Collection entries

§

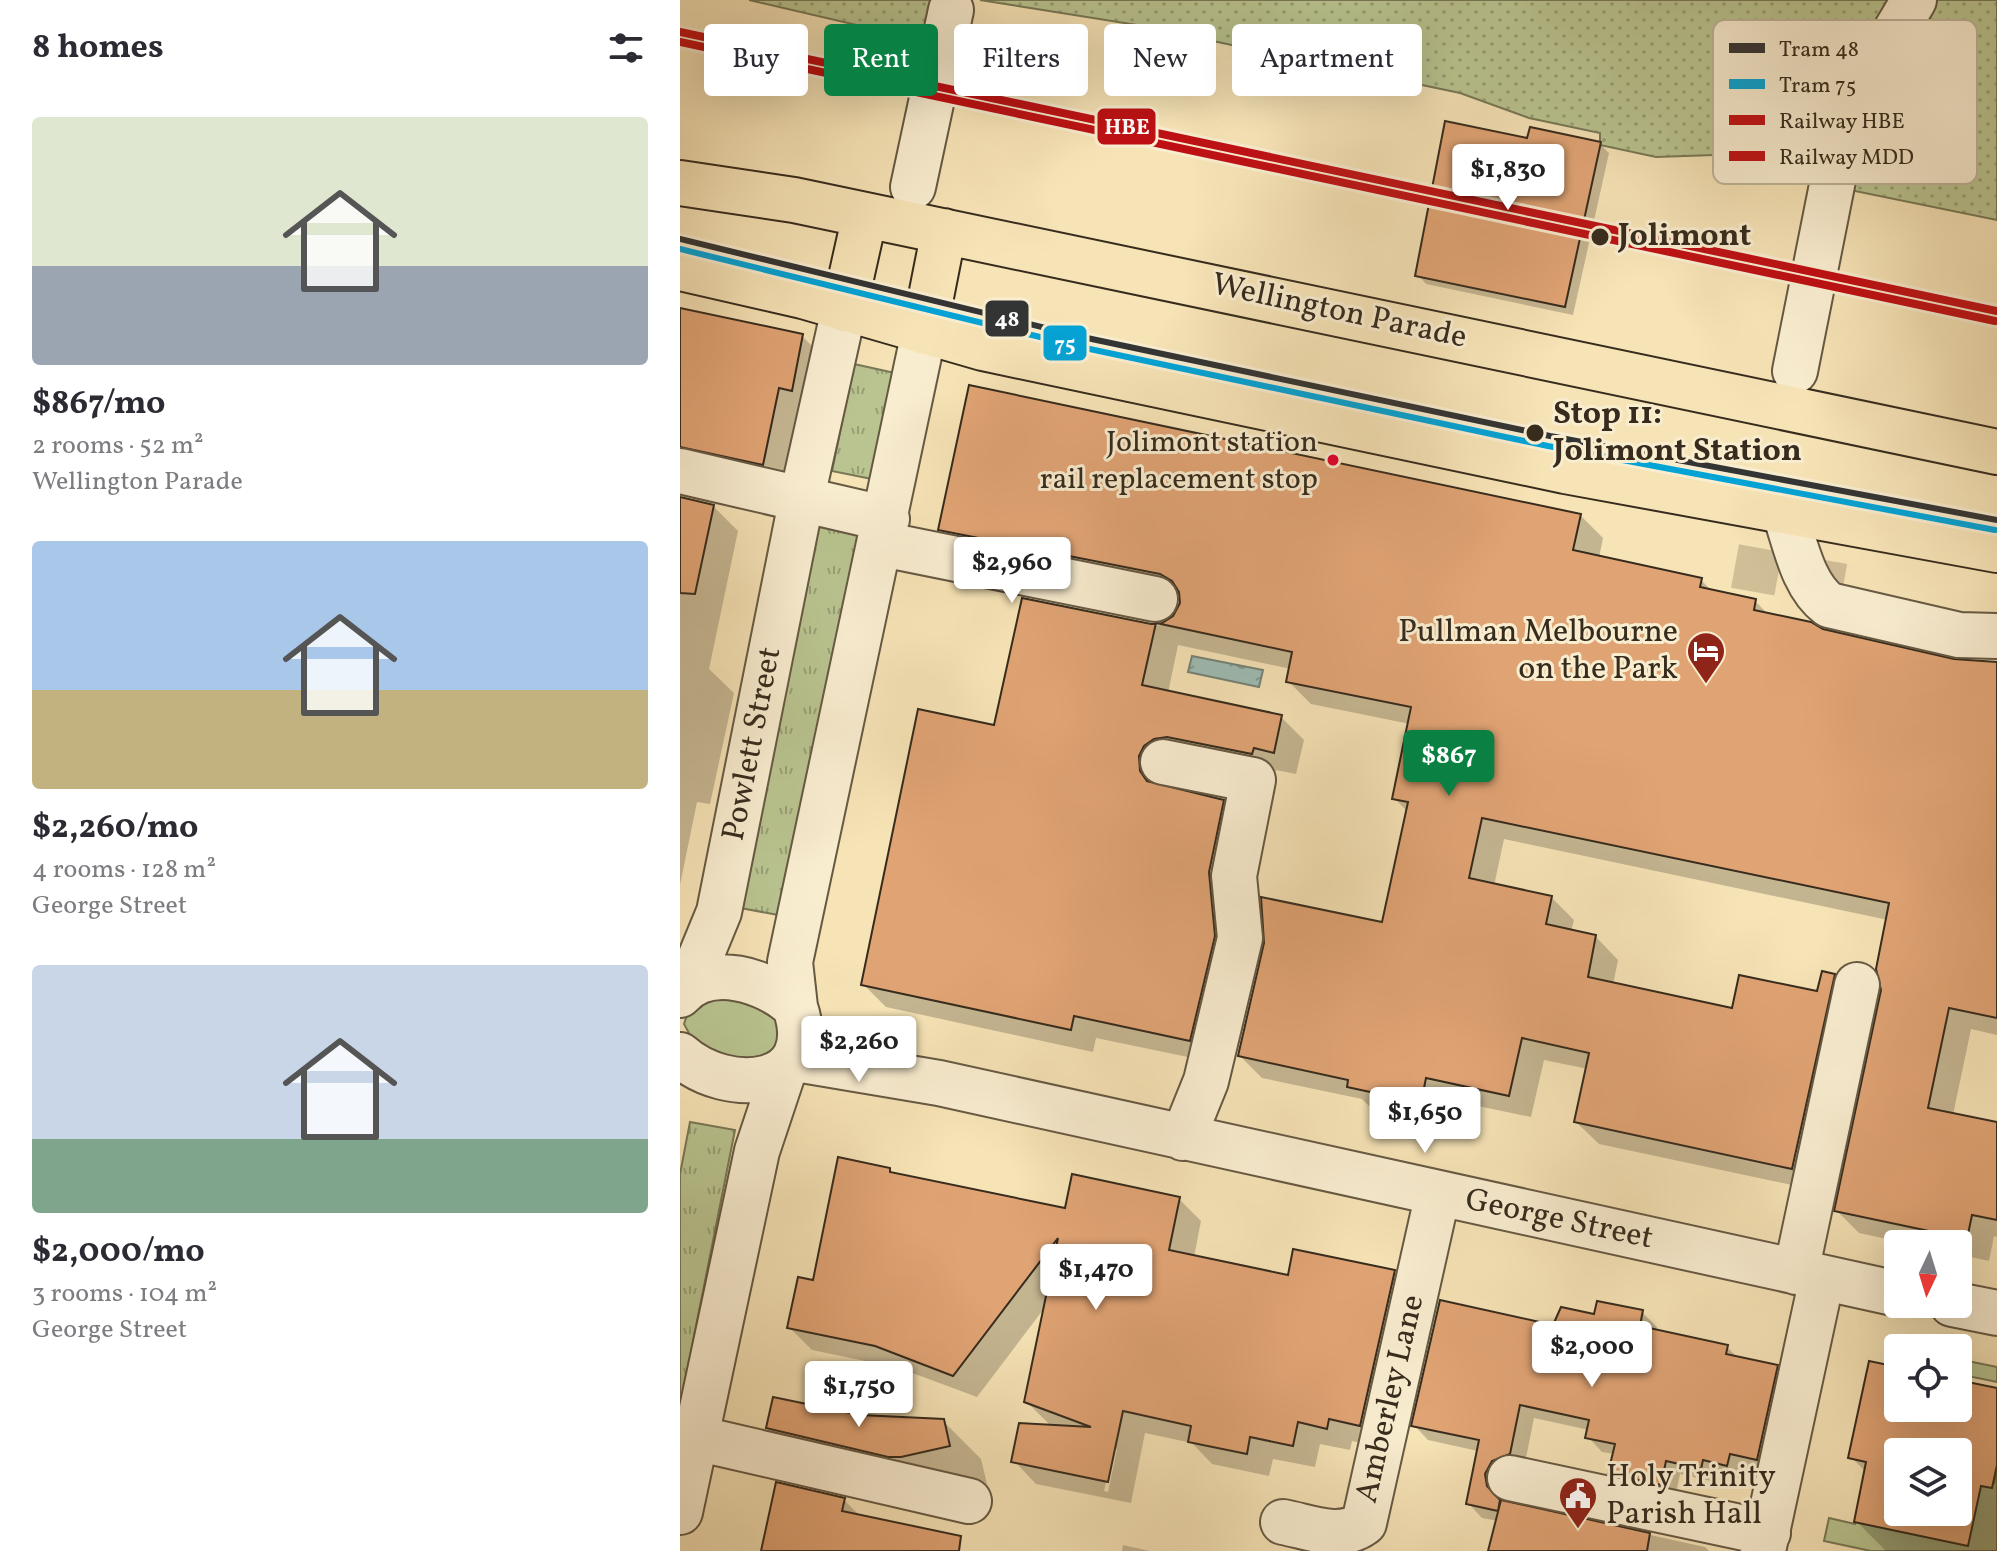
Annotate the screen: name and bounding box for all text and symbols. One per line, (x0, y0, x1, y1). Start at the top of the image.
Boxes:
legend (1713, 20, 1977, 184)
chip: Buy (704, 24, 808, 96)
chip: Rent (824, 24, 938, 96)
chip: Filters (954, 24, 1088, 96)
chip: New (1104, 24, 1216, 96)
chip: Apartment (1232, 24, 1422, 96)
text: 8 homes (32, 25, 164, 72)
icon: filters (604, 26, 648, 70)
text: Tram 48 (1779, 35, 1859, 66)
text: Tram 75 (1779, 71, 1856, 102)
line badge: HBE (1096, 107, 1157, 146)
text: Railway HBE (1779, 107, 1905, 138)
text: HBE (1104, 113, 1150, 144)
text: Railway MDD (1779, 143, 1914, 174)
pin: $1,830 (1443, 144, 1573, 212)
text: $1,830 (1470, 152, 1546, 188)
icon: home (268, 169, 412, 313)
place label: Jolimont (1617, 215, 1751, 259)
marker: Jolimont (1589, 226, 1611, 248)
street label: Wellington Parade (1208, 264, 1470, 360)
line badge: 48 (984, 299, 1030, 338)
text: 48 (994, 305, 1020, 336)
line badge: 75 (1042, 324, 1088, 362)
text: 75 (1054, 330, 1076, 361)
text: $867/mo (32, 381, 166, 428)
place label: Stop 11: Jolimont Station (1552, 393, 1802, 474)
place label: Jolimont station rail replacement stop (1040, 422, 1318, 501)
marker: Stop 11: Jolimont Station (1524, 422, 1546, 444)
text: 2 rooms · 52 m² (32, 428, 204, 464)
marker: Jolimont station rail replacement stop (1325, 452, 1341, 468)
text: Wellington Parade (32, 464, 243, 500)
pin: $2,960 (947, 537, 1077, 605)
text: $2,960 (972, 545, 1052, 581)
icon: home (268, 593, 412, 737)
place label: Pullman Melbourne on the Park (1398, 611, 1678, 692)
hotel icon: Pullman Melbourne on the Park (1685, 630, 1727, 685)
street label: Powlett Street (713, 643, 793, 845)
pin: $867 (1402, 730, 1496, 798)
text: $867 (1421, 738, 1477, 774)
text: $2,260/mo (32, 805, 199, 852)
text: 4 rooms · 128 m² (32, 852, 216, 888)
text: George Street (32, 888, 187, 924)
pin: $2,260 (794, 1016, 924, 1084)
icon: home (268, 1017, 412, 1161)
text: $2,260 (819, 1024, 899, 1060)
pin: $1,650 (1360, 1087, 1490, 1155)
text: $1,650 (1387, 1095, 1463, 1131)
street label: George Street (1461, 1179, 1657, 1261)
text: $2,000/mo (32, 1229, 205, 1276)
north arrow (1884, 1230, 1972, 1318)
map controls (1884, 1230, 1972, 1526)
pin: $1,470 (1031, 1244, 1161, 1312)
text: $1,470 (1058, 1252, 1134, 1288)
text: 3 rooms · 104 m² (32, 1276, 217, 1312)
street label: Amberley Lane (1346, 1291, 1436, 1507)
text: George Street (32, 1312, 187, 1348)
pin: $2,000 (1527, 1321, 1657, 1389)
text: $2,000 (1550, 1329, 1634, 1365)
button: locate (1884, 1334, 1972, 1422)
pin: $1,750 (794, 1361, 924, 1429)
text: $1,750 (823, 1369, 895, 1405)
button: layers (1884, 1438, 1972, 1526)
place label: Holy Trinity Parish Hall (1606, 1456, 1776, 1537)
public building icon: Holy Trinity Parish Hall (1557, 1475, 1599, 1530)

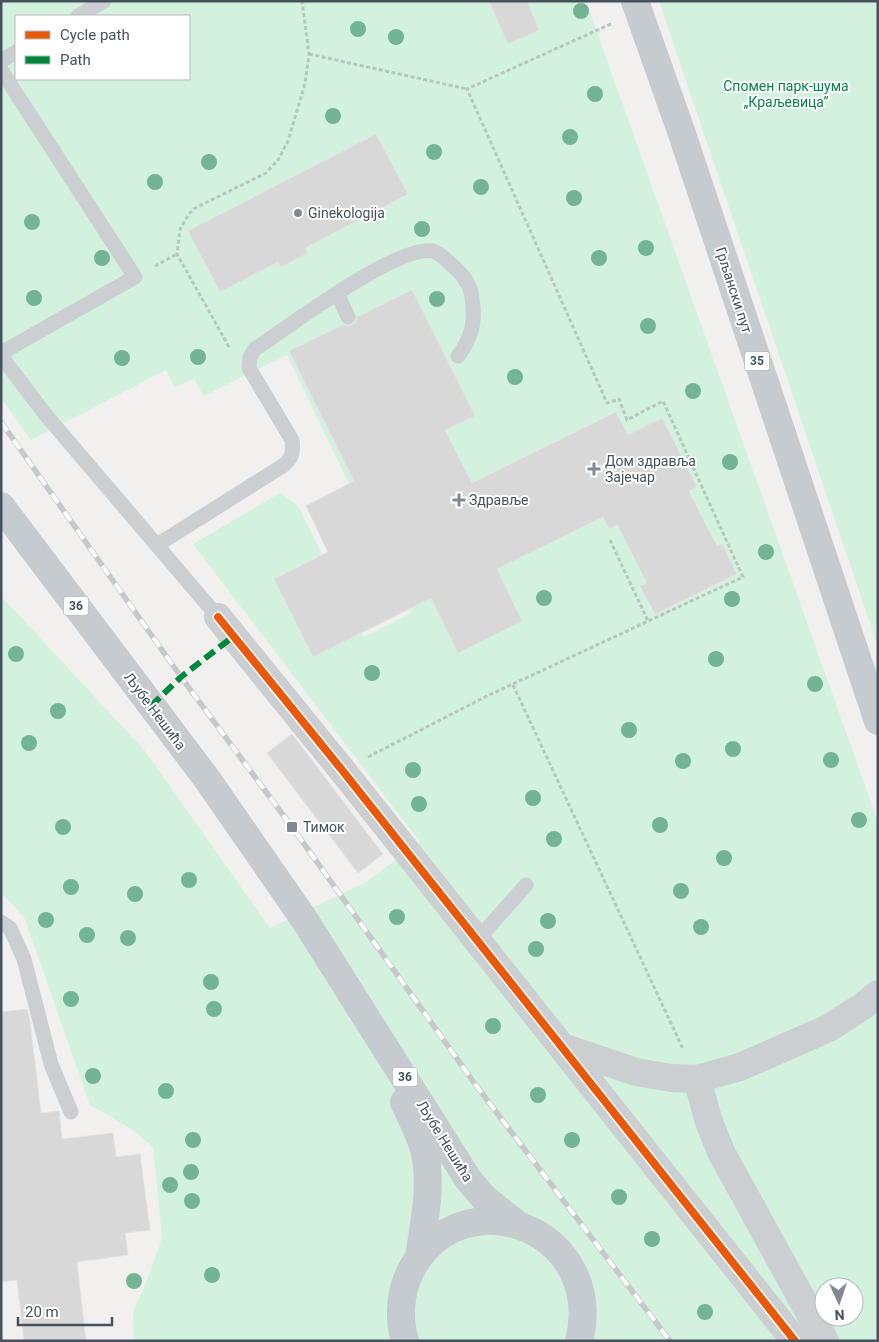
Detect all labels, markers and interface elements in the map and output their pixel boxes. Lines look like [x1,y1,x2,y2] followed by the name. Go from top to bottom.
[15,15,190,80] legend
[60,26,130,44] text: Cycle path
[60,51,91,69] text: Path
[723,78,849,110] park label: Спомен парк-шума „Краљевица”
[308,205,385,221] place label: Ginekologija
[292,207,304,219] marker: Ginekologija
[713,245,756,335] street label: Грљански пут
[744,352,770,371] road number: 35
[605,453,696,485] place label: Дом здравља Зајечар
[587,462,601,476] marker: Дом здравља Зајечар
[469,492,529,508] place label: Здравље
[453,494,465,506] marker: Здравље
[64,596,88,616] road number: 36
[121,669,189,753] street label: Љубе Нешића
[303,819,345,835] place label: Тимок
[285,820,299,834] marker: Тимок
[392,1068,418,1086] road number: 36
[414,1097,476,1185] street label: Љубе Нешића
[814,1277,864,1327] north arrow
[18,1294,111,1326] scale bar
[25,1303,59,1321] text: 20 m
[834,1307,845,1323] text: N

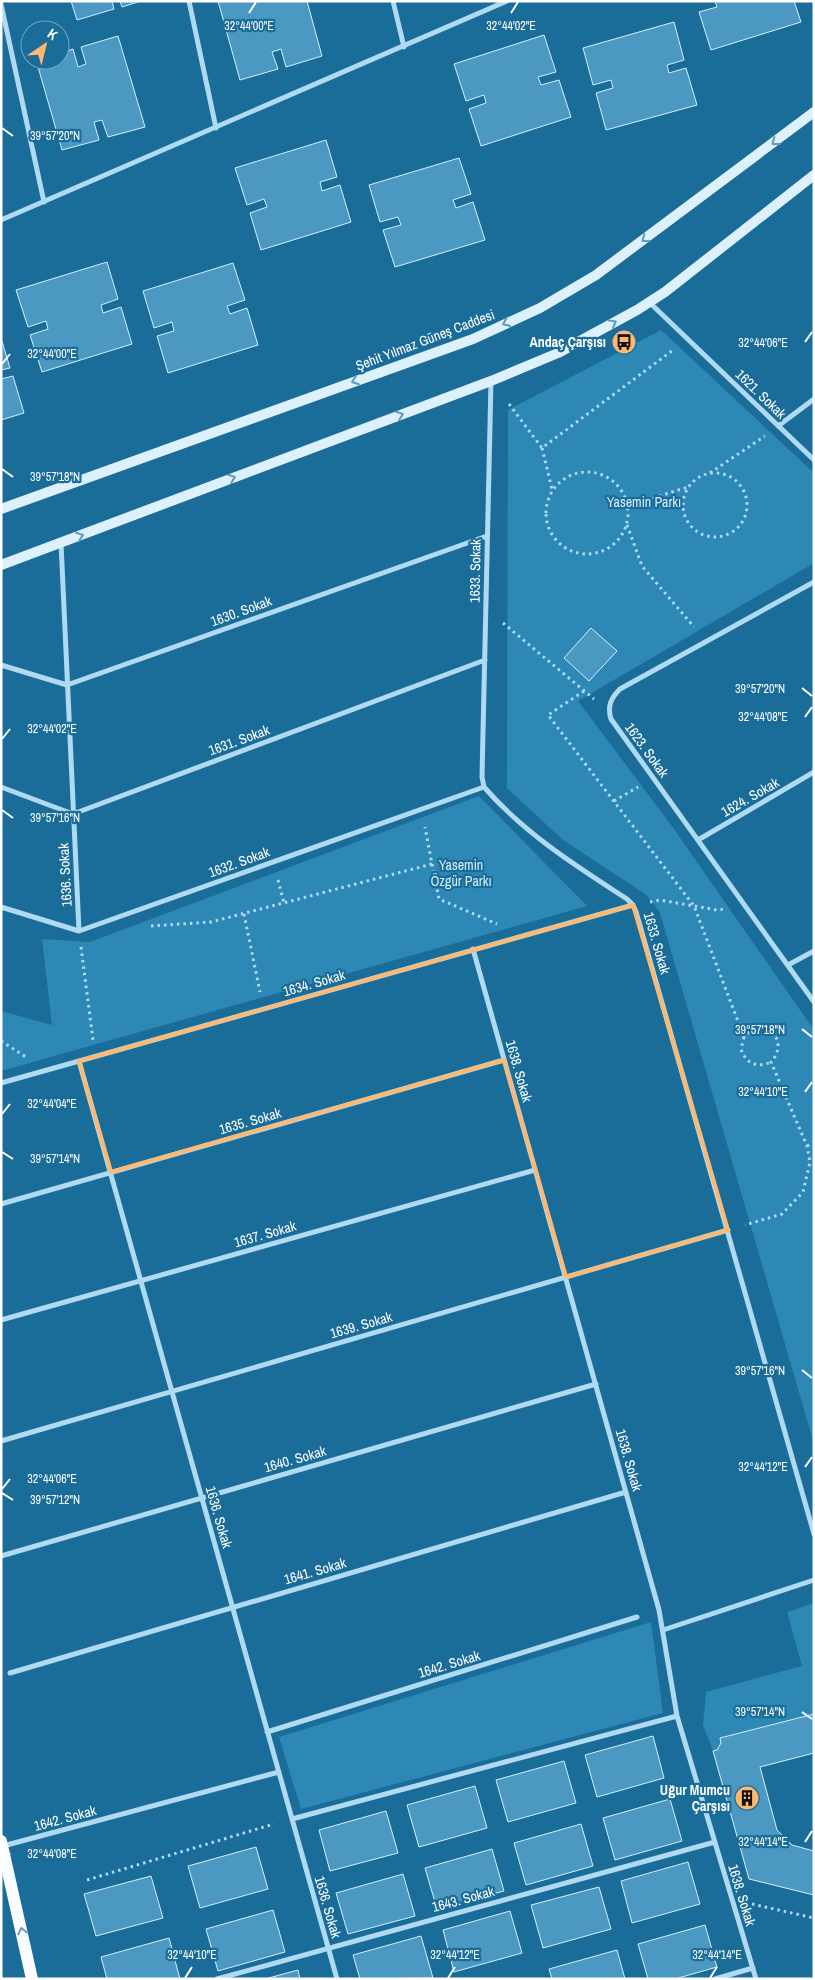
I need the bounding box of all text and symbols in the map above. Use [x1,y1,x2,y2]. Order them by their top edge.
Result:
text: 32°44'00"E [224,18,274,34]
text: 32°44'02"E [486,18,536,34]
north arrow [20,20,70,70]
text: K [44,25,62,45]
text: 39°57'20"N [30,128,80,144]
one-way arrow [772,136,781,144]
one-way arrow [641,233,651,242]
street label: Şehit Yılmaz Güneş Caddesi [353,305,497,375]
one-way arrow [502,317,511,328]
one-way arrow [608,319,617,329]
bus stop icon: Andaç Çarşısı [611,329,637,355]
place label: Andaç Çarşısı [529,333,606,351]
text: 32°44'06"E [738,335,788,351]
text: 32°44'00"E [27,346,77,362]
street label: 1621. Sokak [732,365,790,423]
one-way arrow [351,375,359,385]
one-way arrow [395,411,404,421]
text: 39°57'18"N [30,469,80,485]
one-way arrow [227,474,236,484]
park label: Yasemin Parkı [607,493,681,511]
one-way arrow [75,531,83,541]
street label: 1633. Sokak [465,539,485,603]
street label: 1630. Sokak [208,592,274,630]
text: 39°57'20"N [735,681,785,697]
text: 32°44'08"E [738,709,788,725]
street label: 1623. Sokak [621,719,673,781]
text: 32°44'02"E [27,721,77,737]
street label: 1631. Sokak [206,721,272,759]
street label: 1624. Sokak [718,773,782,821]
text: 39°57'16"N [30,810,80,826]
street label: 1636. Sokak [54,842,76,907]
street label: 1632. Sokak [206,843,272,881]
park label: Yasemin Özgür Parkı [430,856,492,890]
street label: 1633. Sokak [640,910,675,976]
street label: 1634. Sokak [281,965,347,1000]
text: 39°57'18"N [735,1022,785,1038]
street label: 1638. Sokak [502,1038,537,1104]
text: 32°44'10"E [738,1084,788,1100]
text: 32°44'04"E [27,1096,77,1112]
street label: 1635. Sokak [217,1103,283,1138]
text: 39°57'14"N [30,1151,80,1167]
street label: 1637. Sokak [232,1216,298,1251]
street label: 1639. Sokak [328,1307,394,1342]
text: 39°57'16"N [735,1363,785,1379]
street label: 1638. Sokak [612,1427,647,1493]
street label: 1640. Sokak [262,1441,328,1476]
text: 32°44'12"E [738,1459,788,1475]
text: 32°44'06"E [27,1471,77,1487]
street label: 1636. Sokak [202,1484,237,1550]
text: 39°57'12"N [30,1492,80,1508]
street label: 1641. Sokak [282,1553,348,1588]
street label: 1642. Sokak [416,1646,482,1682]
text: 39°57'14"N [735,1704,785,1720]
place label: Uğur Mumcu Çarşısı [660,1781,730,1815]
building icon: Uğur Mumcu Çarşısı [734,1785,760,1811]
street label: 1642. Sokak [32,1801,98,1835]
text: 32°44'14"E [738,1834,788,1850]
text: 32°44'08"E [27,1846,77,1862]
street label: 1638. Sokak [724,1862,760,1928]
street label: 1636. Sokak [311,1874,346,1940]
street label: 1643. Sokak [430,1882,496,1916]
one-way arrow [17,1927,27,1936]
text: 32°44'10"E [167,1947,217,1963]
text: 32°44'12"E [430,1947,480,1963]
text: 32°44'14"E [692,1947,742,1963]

§

--- Your assignment ---
The answer must be the lines above from the one containing "Detect all labels, markers" through the one containing "I need the bounding", reproduced exactly, with no pictures and nothing else.

--- Exercise response ---
Detect all labels, markers and interface elements in the map and output their pixel boxes. Lines look like [x1,y1,x2,y2] followed by the name. Go from top to bottom.
[15,15,190,80] legend
[60,26,130,44] text: Cycle path
[60,51,91,69] text: Path
[723,78,849,110] park label: Спомен парк-шума „Краљевица”
[308,205,385,221] place label: Ginekologija
[292,207,304,219] marker: Ginekologija
[713,245,756,335] street label: Грљански пут
[744,352,770,371] road number: 35
[605,453,696,485] place label: Дом здравља Зајечар
[587,462,601,476] marker: Дом здравља Зајечар
[469,492,529,508] place label: Здравље
[453,494,465,506] marker: Здравље
[64,596,88,616] road number: 36
[121,669,189,753] street label: Љубе Нешића
[303,819,345,835] place label: Тимок
[285,820,299,834] marker: Тимок
[392,1068,418,1086] road number: 36
[414,1097,476,1185] street label: Љубе Нешића
[814,1277,864,1327] north arrow
[18,1294,111,1326] scale bar
[25,1303,59,1321] text: 20 m
[834,1307,845,1323] text: N

I need the bounding box of all text and symbols in the map above. Use [x1,y1,x2,y2]. Order them by their top edge.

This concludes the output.